Not that pollution is expressed as an intesive (rate) variable. We need to recognise this when specifying the interpolation model:

%%time
pollution_hex = tobler.area_weighted.area_interpolate(
    regions.assign(geometry=regions.buffer(0)).to_crs(epsg=5726),
    hex_grid.to_crs(epsg=5726), 
    intensive_variables=["no2_mean"]
)
CPU times: user 439 ms, sys: 12 ms, total: 451 ms
Wall time: 448 ms

And the results look like:

f, axs = plt.subplots(1, 3, figsize=(12, 4))

regions.plot(
    "no2_mean", scheme="quantiles", k=12, ax=axs[0]
)
axs[0].set_axis_off()

hex_grid.plot(
    facecolor="none", edgecolor="red", ax=axs[1]
)
axs[1].set_axis_off()

pollution_hex.to_crs(epsg=4326).plot(
    "no2_mean", scheme="quantiles", k=12, ax=axs[2]
)
axs[2].set_axis_off()

plt.show()
../../_images/04-Spatial_feature_eng_i_85_0.png

Challenge

Replicate the analytis using resolution = 4. How is the result different?

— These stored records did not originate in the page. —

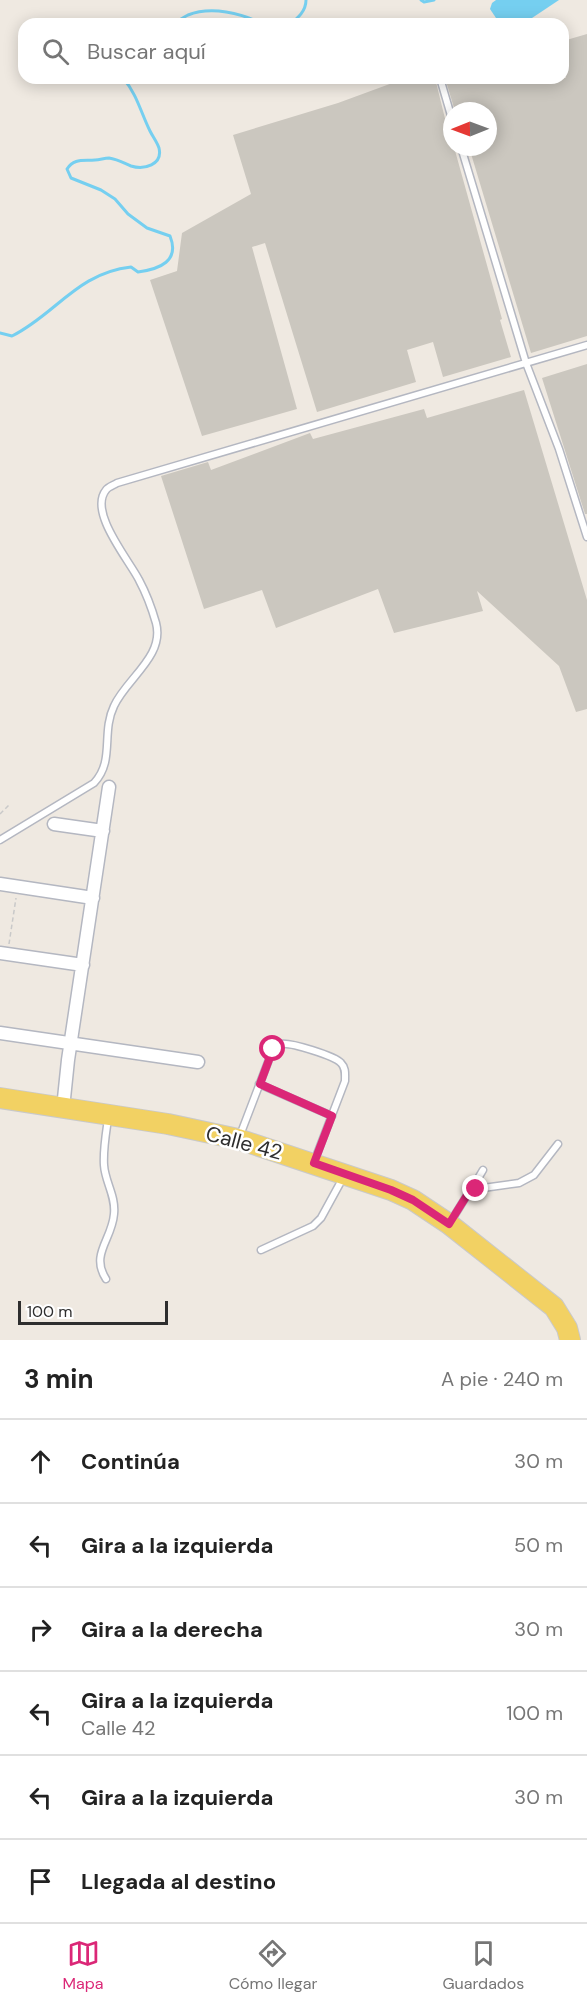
<!DOCTYPE html>
<html lang="es">
<head>
<meta charset="utf-8">
<style>
  :root { --surface:#fff; --page:#f6f6f6; --text:#222; --muted:#767676; --line:#e0e0e0; --accent:#db2777 }
  body { margin:0; font-family:"DM Sans",sans-serif; background:var(--page); color:var(--text) }
  .compass { position:absolute; left:443px; top:102px; width:54px; height:54px; border-radius:50%; background:var(--surface); box-shadow:0 3px 15px #0003; rotate:269deg }
  .scale { position:absolute; left:18px; bottom:15px; width:150px; box-sizing:border-box; padding-left:6px; border:3px solid #2e2e2e; border-top:0; font-size:16px; line-height:21px; white-space:nowrap; color:#2e2e2e; -webkit-text-stroke:4px #fff; paint-order:stroke }
  .stop { position:absolute; width:18px; height:18px; margin:-14px; border:4px solid #db2777; border-radius:50%; background:#fff }
  .stop.end { background:#db2777; border-color:#fff; box-shadow:0 2px 6px #0008 }
  .list { margin:0; padding:0; list-style:none }
  h2 { display:flex; justify-content:space-between; align-items:center; height:78px; margin:0; padding:0 24px; font-size:26px }
  h2 small { font-size:20px; font-weight:400; color:var(--muted) }
  .list li { display:grid; grid-template-columns:39px 1fr auto; gap:18px; align-items:center; box-sizing:border-box; height:84px; padding:0 24px; border-top:2px solid var(--line) }
  .list b { display:block; font-size:22px; white-space:nowrap }
  .list p { margin:0; font-size:20px; white-space:nowrap; color:var(--muted) }
  .list em { font-size:20px; font-style:normal; color:var(--muted) }
  .icon { flex:none; width:33px; height:33px; fill:none; stroke:currentColor; stroke-width:2; stroke-linecap:round; stroke-linejoin:round }
  .map { position:relative; flex:none; width:587px; height:1340px; overflow:hidden }
  .search { position:absolute; background:var(--surface); box-shadow:0 3px 15px #0003; left:18px; right:18px; top:18px; height:66px; display:flex; align-items:center; gap:15px; box-sizing:border-box; padding:0 21px; border-radius:18px; color:var(--muted); font-size:22px }
  .sheet { height:582px; background:var(--surface) }
  nav { display:flex; justify-content:space-around; align-items:center; box-sizing:border-box; height:84px; border-top:2px solid var(--line); background:var(--surface); font-size:16px; color:var(--muted) }
  nav a { display:grid; justify-items:center; gap:3px }
  nav .on { color:var(--accent) }
  .map>svg:first-child { display:block }
</style>
</head>
<body>
<div class="map">
<svg width="587" height="1340" viewBox="0 0 587 1340">
  <rect width="100%" height="100%" fill="#efe9e1"/>
  <path fill="#75cff0" d="M 496,0 L 559,0 L 523,24 L 500,24 L 490,9 L 492,3 Z"/>
  <g fill="none" stroke-linecap="round" stroke-linejoin="round">
    <path stroke="#75cff0" stroke-width="3" d="M 421,0 L 424,2 L 434,0
      M 171,24 C 177,22 182,18 188,15 C 211,6 242,13 262,24
      M 290,24 C 298,18 306,11 306,0
      M 0,333 L 12,336 C 56,314 77,273 131,267 L 138,272 C 160,269 180,261 170,236 L 147,228 L 128,214 L 115,199 L 101,190 L 71,178 L 67,169 C 74,158 83,161 95,160 C 100,160 104,158 109,158 C 117,159 124,163 131,166 C 144,170 163,165 159,148 C 157,142 153,137 150,131 C 141,113 137,94 123,78"/>
  </g>
  <path fill="#cbc7bf" d="M 587,34 L 587,336 L 531,353 L 469,147 L 488,147 L 488,111 L 455,111 L 445,78 L 566,78 L 563,69 L 563,41 Z
    M 406,78 L 435,78 L 452,147 L 454,147 L 502,319 L 500,320 L 511,357 L 443,377 L 433,342 L 407,350 L 416,382 L 317,412 L 265,243 L 252,247 L 297,409 L 202,436 L 150,280 L 177,271 L 182,233 L 251,194 L 233,135 L 338,103 Z
    M 587,364 L 587,514 L 585,514 L 542,378 Z
    M 524,390 L 587,600 L 587,709 L 576,712 L 559,666 L 477,591 L 483,611 L 394,633 L 378,589 L 276,628 L 262,590 L 204,609 L 161,476 L 208,462 L 211,470 L 310,433 L 313,439 L 424,409 L 427,418 Z"/>
  <g fill="none" stroke-linecap="round" stroke-linejoin="round">
    <g stroke="#b4b7c1" stroke-width="9">
      <path id="lane" d="M 440,78 L 452,119
        M 461,147 L 526,363 L 559,449 L 587,537
        M 0,840 L 94,783 C 115,761 101,733 114,706 C 126,679 165,656 156,623 C 152,609 146,593 139,580 C 129,560 88,512 106,490 C 108,487 114,485 117,483 L 587,345
        M 259,1084 L 332,1116
        M 239,1138 L 273,1049 C 276,1046 277,1045 281,1044 C 290,1042 335,1056 341,1063 C 346,1068 345,1074 345,1081 L 314,1162
        M 470,1192 L 483,1170
        M 451,1221 L 469,1192 L 476,1189 L 519,1183 L 534,1175 L 558,1144
        M 261,1250 L 313,1226 L 321,1218 L 344,1176
        M 106,1279 C 90,1254 112,1240 114,1214 C 116,1196 105,1182 104,1165 C 103,1150 106,1133 108,1119"/>
    </g>
    <g stroke="#b4b7c1" stroke-width="15">
      <path id="street" d="M 54,824 L 103,831
        M 0,884 L 93,898
        M 0,953 L 83,965
        M 0,1033 L 198,1062
        M 63,1108 L 68,1060 L 109,787"/>
    </g>
    <g stroke="#c9c9c9" stroke-width="22">
      <path id="primary" d="M 0,1098 L 168,1124 L 238,1139 L 391,1190 L 413,1200 L 449,1224 L 554,1307 L 567,1328 L 570,1340"/>
    </g>
    <path stroke="#c9c9c9" stroke-width="1.5" stroke-dasharray="4.5 3" stroke-linecap="butt" d="M 0,814 L 9,805
      M 9,944 L 16,898"/>
    <use href="#lane" stroke="#fff" stroke-width="6"/>
    <use href="#street" stroke="#fff" stroke-width="12"/>
    <use href="#primary" stroke="#f2d163" stroke-width="20"/>
  </g>
  <g fill="none" stroke-linecap="round" stroke-linejoin="round">
    <path stroke="#db2777" stroke-width="8" d="M 273,1049 L 260,1084 L 332,1116 L 314,1163 L 391,1190 L 413,1200 L 449,1224 L 469,1192 L 476,1189"/>
  </g>
  <g text-anchor="middle" dominant-baseline="central" stroke-width="5" stroke-linejoin="round" paint-order="stroke">
    <g font-size="21" fill="#2e2e2e" stroke="#fff">
      <text transform="translate(244 1143) rotate(15)">Calle 42</text>
    </g>
  </g>
</svg>
<svg class="compass" viewBox="-18 -18 36 36"><path d="M0-13l5 13h-10z" fill="#e53935"/><path d="M0 13l5-13h-10z" fill="#767676"/></svg>
<div class="scale">100 m</div>
<div class="stop" style="left:273px;top:1049px"></div>
<div class="stop end" style="left:476px;top:1189px"></div>
<div class="search"><svg class="icon" aria-label="search" viewBox="0 0 24 24"><circle cx="10" cy="10" r="6"/><path d="M15 15l6 6"/></svg>Buscar aquí</div>
</div>
<section class="sheet">
<h2>3 min<small>A pie · 240 m</small></h2>
<ul class="list">
<li><svg class="icon" aria-label="ahead" viewBox="0 0 24 24"><path d="M12 20V5M6 11l6-6 6 6"/></svg><div><b>Continúa</b></div><em>30 m</em></li>
<li><svg class="icon" aria-label="left" viewBox="0 0 24 24"><path d="M17 20v-9H6M10 6l-5 5 5 5"/></svg><div><b>Gira a la izquierda</b></div><em>50 m</em></li>
<li><svg class="icon" aria-label="right" viewBox="0 0 24 24"><path d="M7 20v-9h11M14 6l5 5-5 5"/></svg><div><b>Gira a la derecha</b></div><em>30 m</em></li>
<li><svg class="icon" aria-label="left" viewBox="0 0 24 24"><path d="M17 20v-9H6M10 6l-5 5 5 5"/></svg><div><b>Gira a la izquierda</b><p>Calle 42</p></div><em>100 m</em></li>
<li><svg class="icon" aria-label="left" viewBox="0 0 24 24"><path d="M17 20v-9H6M10 6l-5 5 5 5"/></svg><div><b>Gira a la izquierda</b></div><em>30 m</em></li>
<li><svg class="icon" aria-label="arrive" viewBox="0 0 24 24"><path d="M6 21V4h12l-3 4 3 4H6"/></svg><div><b>Llegada al destino</b></div></li>
</ul>
</section>
<nav>
<a class="on"><svg class="icon" aria-label="map" viewBox="0 0 24 24"><path d="M3 6l6-2 6 2 6-2v14l-6 2-6-2-6 2zM9 4v14M15 6v14"/></svg>Mapa</a>
<a><svg class="icon" aria-label="directions" viewBox="0 0 24 24"><path d="M12 3l9 9-9 9-9-9zM9 14v-3h6M13 9l2 2-2 2"/></svg>Cómo llegar</a>
<a><svg class="icon" aria-label="saved" viewBox="0 0 24 24"><path d="M7 4h10v16l-5-4-5 4z"/></svg>Guardados</a>
</nav>
</body>
</html>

Why?

🐾 Next steps

If you are interested in learning more about spatial feature engineering through map matching, the following pointers might be useful to delve deeper into specific types of “data transfer”:

  • The datashader library is a great option to transfer geo-tables into surfaces, providing tooling to perform these operations in a highly efficient and performant way.

  • When aggregating surfaces into geo-tables, the library rasterstats contains most if not all of the machinery you will need.

  • For transfers from polygon to polygon geographies, tobler is your friend. Its official documentation contains examples for different use cases.